In dem unterhaltsamen Stück, geschrieben von der Autorin Helene Köppel, erweist sich der von Adi Schön gespielte Jörg als ganz schönes Schlitzohr. Er hatte sich nämlich so sehr über die Adler-Wirtin (Rita Kirst) geärgert, dass er ihre vier kleinen Schweine mit Zwetschgenschnaps besoffen machte. Eines musste sogar notgeschlachtet werden, und außerdem schwang der Jörg aus der Steegass im Gasthaus ganz schön kesse Reden in Sachen Eingemeindung nach Schweinfurt. Oder war es Einverleibung?
Auch wenn der gute Jörg mit vielen wohlfeilen Worten abwiegelte, war doch sogar von einem "Kanönle" die Rede, mit dem man auf die Schweinfurter schießen sollte.
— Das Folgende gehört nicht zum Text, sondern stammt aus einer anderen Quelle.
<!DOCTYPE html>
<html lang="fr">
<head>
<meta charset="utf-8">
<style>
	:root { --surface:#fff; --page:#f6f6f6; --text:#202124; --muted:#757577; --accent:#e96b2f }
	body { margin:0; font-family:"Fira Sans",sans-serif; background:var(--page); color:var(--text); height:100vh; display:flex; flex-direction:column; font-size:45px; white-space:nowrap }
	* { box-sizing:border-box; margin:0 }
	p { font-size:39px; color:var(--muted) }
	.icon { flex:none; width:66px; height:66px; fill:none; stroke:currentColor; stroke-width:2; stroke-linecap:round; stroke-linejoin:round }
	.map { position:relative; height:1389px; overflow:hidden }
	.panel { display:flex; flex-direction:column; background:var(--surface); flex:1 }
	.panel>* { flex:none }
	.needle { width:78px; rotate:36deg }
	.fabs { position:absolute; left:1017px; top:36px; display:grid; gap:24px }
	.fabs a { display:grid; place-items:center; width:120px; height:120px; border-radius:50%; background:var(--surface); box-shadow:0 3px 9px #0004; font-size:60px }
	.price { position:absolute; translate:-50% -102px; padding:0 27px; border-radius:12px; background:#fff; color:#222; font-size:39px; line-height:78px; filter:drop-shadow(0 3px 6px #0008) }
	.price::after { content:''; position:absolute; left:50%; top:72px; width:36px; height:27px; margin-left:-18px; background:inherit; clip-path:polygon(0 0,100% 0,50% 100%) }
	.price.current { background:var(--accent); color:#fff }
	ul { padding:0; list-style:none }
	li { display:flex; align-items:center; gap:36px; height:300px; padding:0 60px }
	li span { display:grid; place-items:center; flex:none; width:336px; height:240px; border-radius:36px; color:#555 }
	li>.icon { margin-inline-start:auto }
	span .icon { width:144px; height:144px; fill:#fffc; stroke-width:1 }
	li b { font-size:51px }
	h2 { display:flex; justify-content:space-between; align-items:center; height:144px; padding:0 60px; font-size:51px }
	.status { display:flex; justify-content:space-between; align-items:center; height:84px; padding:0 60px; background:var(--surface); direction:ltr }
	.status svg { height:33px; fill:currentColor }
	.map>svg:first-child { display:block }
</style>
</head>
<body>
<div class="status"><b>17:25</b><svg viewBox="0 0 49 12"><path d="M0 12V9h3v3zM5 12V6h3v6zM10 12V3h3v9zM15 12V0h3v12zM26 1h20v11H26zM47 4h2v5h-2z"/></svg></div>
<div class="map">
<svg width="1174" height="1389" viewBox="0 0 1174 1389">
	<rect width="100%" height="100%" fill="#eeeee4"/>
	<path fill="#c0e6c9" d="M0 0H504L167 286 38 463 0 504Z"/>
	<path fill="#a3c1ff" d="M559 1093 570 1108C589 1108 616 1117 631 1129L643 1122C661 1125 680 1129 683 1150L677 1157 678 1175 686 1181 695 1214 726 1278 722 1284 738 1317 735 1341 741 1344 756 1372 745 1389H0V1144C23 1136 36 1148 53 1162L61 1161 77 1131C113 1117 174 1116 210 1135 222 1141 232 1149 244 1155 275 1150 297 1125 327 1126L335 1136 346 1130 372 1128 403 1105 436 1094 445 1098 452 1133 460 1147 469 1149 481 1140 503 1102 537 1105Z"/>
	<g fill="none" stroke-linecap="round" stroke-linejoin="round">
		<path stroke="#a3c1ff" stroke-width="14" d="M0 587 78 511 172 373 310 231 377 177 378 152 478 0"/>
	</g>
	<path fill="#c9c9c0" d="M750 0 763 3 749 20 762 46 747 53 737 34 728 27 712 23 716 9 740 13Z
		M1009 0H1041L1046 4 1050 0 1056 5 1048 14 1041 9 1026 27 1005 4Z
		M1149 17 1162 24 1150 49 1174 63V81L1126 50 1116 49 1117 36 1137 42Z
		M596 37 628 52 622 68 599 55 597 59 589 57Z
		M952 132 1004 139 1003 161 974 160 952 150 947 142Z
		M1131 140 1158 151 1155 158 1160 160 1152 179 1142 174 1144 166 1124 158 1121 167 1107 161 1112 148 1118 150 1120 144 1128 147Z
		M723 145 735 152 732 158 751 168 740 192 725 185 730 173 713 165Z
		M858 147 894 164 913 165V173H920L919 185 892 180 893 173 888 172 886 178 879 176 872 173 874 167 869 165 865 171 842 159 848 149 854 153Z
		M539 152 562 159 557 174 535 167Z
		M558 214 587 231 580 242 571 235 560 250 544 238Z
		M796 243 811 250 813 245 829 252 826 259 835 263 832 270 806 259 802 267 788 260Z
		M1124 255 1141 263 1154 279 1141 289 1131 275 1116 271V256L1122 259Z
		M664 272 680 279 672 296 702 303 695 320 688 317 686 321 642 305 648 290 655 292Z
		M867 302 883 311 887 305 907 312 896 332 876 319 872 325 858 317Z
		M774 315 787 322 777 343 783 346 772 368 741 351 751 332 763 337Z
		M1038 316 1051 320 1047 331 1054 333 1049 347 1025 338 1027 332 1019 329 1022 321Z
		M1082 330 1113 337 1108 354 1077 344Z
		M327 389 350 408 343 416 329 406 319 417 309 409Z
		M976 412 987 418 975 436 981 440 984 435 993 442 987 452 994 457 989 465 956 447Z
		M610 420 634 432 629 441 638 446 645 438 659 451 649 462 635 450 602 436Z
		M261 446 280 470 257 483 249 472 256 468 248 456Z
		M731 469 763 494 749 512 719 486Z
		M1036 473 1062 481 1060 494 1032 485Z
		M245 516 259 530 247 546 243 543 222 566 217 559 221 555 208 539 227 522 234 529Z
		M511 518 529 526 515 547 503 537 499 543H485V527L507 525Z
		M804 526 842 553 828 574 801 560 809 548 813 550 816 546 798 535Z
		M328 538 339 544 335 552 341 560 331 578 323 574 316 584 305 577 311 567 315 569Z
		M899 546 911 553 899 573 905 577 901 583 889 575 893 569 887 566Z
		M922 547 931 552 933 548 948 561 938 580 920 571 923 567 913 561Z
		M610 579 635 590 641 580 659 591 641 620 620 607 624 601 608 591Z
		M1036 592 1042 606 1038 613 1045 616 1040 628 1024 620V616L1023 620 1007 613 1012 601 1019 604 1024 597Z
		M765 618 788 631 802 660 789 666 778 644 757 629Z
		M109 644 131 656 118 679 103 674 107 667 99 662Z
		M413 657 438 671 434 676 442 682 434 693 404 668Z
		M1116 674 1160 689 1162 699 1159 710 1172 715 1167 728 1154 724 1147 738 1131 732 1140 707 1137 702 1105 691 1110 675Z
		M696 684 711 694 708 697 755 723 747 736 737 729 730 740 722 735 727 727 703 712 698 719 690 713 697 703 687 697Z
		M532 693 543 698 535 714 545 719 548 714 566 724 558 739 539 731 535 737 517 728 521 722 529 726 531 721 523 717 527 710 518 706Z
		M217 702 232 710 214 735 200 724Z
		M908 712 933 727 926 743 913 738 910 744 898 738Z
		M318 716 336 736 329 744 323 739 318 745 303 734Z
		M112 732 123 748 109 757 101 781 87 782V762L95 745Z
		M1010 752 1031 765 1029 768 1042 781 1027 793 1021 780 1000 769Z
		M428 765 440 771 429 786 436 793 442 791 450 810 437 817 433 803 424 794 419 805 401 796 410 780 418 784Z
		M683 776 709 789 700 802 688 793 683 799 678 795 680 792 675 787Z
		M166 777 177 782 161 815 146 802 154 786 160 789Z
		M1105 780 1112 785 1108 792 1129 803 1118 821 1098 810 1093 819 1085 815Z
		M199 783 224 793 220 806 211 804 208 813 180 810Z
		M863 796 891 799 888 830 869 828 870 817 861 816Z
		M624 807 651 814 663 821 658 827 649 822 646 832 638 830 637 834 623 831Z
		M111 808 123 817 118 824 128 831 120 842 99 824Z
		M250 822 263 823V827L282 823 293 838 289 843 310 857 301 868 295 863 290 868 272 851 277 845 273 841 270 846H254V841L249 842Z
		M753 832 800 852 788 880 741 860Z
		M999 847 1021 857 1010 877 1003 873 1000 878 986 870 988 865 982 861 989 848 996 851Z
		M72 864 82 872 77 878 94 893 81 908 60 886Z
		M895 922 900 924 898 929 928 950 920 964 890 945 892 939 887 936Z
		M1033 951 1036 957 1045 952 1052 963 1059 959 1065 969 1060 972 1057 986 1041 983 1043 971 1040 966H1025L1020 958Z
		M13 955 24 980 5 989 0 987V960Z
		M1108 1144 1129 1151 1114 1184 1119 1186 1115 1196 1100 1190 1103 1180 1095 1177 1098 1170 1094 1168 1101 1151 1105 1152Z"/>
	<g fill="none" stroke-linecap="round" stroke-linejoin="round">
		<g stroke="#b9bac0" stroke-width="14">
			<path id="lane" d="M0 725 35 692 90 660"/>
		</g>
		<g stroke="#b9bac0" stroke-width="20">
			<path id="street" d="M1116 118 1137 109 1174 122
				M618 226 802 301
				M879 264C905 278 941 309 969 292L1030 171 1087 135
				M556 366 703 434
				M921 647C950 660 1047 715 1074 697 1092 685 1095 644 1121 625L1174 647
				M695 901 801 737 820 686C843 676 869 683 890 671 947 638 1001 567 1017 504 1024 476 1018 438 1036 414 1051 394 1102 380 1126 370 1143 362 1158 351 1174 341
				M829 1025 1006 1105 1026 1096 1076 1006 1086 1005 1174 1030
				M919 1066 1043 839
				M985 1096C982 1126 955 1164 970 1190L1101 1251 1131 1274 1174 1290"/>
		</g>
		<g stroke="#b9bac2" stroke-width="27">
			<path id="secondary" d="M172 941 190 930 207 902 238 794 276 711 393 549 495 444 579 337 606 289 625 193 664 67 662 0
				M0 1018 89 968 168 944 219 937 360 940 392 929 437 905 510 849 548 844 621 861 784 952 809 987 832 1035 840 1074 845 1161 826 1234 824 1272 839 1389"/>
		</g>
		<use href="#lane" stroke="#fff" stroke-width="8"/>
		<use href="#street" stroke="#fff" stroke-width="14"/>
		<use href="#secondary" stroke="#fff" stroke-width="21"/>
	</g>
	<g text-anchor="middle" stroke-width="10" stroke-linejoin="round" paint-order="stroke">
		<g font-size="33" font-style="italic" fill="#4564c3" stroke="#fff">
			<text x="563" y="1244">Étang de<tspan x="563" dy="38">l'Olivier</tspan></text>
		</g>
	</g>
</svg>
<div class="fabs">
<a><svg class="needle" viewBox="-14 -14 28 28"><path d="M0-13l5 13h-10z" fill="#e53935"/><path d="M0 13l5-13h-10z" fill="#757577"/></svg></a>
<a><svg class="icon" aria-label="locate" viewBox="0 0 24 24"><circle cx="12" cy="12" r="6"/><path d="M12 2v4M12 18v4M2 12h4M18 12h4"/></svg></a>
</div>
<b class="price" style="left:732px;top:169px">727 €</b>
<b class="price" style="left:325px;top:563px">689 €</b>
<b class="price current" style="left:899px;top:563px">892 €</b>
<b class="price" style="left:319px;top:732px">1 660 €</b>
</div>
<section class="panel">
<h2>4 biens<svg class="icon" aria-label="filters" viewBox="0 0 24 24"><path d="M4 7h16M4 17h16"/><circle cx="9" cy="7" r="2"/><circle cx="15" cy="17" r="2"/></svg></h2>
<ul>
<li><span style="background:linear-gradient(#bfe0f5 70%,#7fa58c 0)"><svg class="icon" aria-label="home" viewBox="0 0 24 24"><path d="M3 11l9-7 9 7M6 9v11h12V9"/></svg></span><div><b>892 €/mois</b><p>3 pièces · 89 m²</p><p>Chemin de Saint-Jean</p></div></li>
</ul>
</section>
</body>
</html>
Die Zeugen, Dorfschullehrer Hannes (Maurice Breitkopf), Schneidermeister Schorsch (Alexander Krug) und der Viehdoktor (Louis Kirchner), berichteten von allerlei verdächtigen Umtrieben.
Am Ende aber stellte sich alles als harmlos raus, bis auf eines: Die Sache mit dem Schnaps fand der Schultheiß gar nicht lustig, "das ist Tierquälerei". Jörg musste der Wirtin die Sau bezahlen, und weil er gar so ein Aufwiegler war, ein Gedicht über die vielen, vielen Vorteile schreiben, die die Eingemeindung nach Schweinfurt den Oberndorfern gebracht hat.
Tat er auch recht flugs und freute sich über Autobahn und Kläranlage und forderte die Nachbarn auf, es den Oberndorfern gleich zu tun: "Dass Sennfeld, Berg und Niederwerrn endlich auch zu Städtern wern." Da musste auch der OB schmunzeln.